3 As Airbnb popularity rises among the public, many including the company itself use the data to find out more about hosts, geographical availability, necessary metrics to make predictions and draw conclusions. Many variables can affect the rental price of an Airbnb listing. However, is it beneficial to predict a rental price? And will be it enough to use only a limited amount of numerical and categorical metrics such as the data provided via Kaggle to estimate the price of rentals?
Statistical learning techniques were applied to several listings from Airbnb in New York during 2019. All variables including name, location, room type, and the number of reviews were used to predict the price of rentals. The results indicate that this prediction is almost impossible to make due to a large amount of error. The importance of predicting the price and statistical limitations suggest the need for further investigation.
Methods
Data
The data was accessed via Kaggle. 4 It contains information on Airbnb listings in New York, NY during 2019 including price, rental attributes, and location. For the purposes of this analysis, the data was restricted to short term (one week or less) rentals in Brooklyn that rent for less than $1000 a night. (Additionally, only rentals that have been reviewed are included.)

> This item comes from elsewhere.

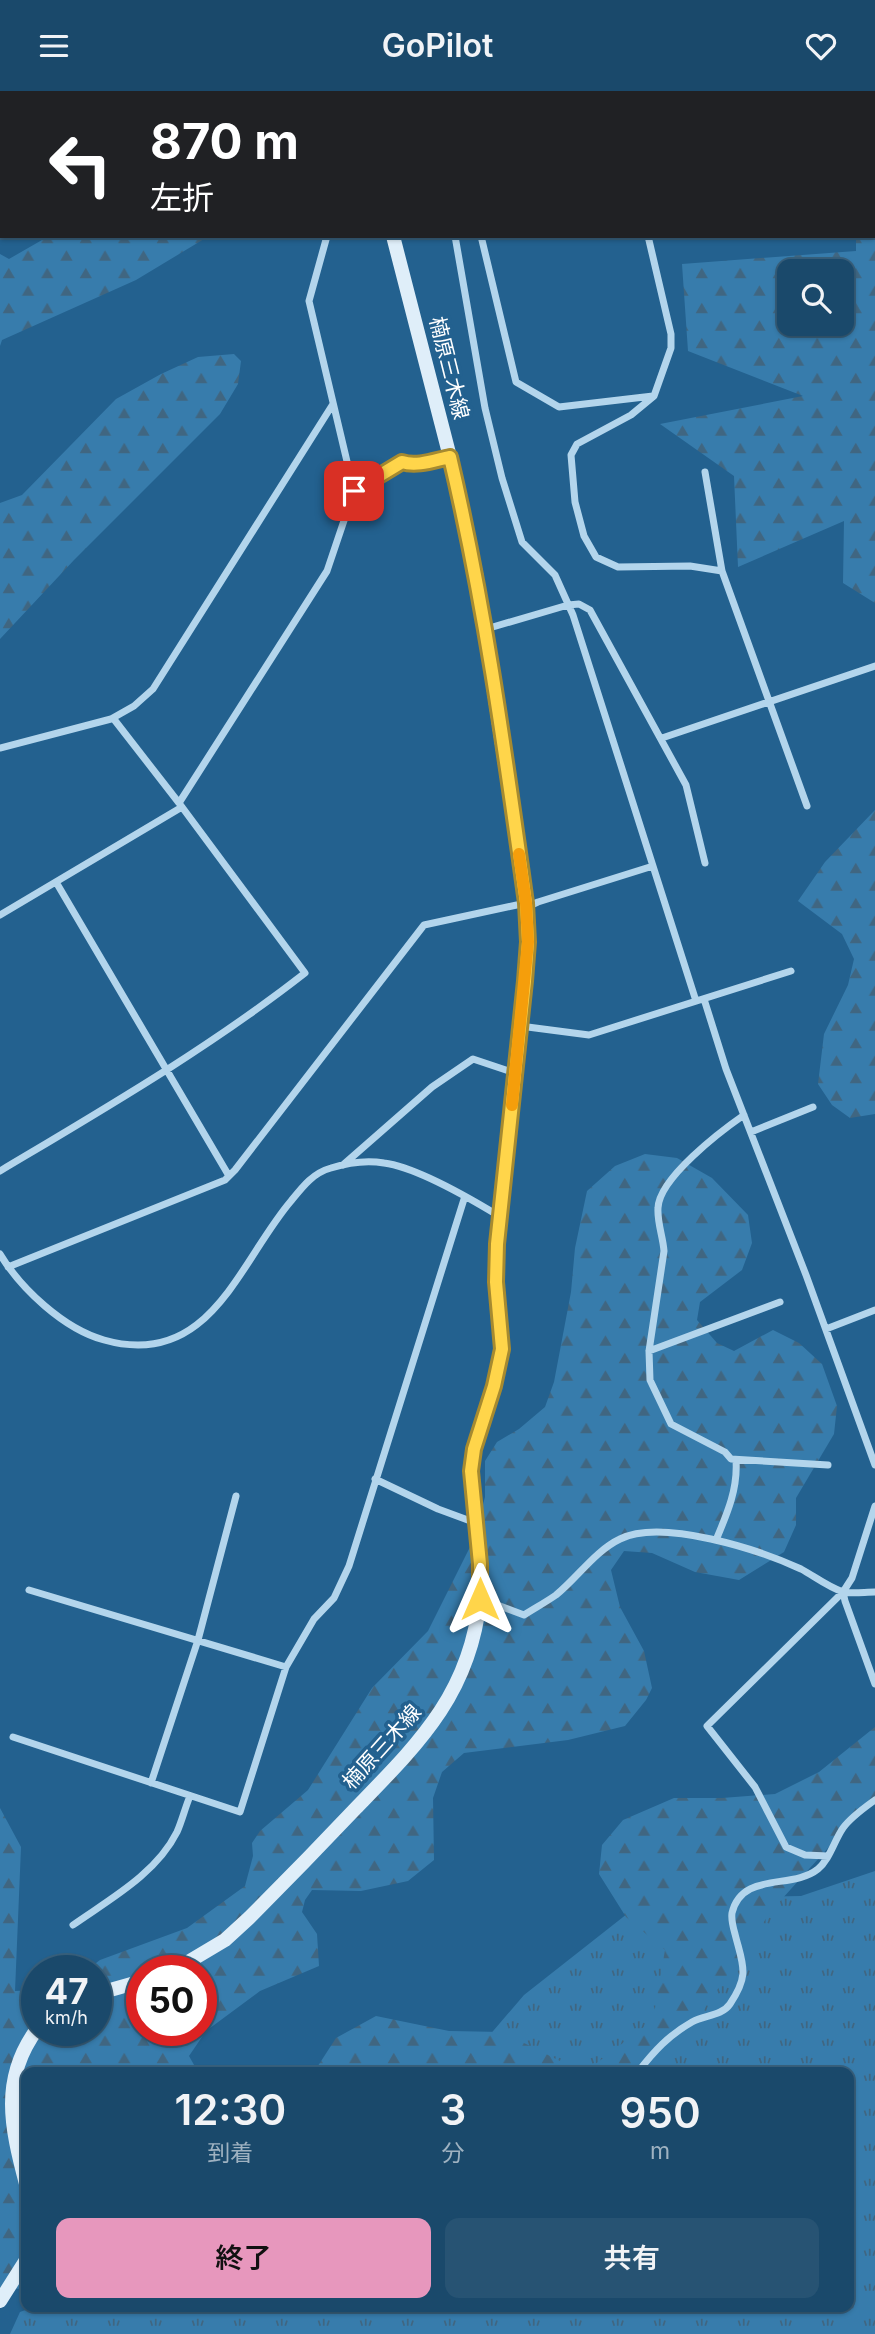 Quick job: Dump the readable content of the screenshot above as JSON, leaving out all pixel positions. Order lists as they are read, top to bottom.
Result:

airbnb = read_csv(file = "data/AB_NYC_2019.csv")
brooklyn = airbnb %>%
filter(minimum_nights <= 7) %>%
filter(neighbourhood_group == "Brooklyn") %>%
filter(number_of_reviews > 0) %>%
filter(price > 0, price < 1000) %>%
na.omit() %>%
select(latitude, longitude, room_type, price, minimum_nights, number_of_reviews,
reviews_per_month, calculated_host_listings_count, availability_365) %>%
mutate(room_type = as.factor(room_type))
set.seed(42)
# test-train split
bk_tst_trn_split = initial_split(brooklyn, prop = 0.80)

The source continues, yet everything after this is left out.